Material provided Block Start
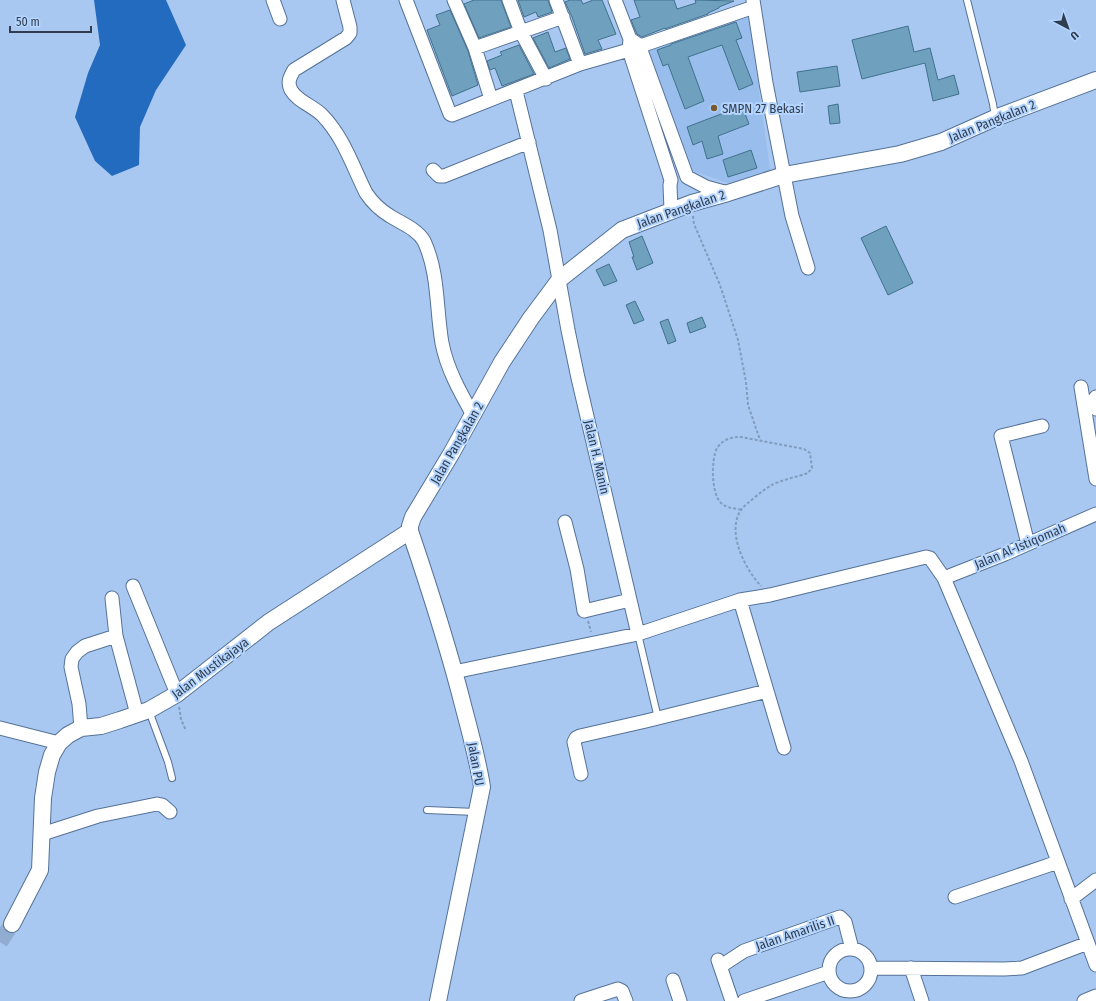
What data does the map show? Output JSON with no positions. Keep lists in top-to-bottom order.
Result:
{
  "streets": {
    "street": [
      "Jalan Pangkalan 2",
      "Jalan H. Manin",
      "Jalan Al-Istiqomah",
      "Jalan Mustikajaya",
      "Jalan PU",
      "Jalan Amarilis II"
    ]
  },
  "crossings": [
    ["Jalan Pangkalan 2", "Jalan H. Manin"],
    ["Jalan Pangkalan 2", "Jalan Mustikajaya"],
    ["Jalan Pangkalan 2", "Jalan PU"],
    ["Jalan Mustikajaya", "Jalan PU"]
  ],
  "places": ["SMPN 27 Bekasi"],
  "scale_bar": "50 m",
  "north": "bottom right"
}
Material provided Block End
**Your goal**.
Pictures stay out; the entries above are to be output exactly as given.

**Answer box**.
What data does the map show? Output JSON with no positions. Keep lists in top-to-bottom order.
Result:
{
  "streets": {
    "street": [
      "Jalan Pangkalan 2",
      "Jalan H. Manin",
      "Jalan Al-Istiqomah",
      "Jalan Mustikajaya",
      "Jalan PU",
      "Jalan Amarilis II"
    ]
  },
  "crossings": [
    ["Jalan Pangkalan 2", "Jalan H. Manin"],
    ["Jalan Pangkalan 2", "Jalan Mustikajaya"],
    ["Jalan Pangkalan 2", "Jalan PU"],
    ["Jalan Mustikajaya", "Jalan PU"]
  ],
  "places": ["SMPN 27 Bekasi"],
  "scale_bar": "50 m",
  "north": "bottom right"
}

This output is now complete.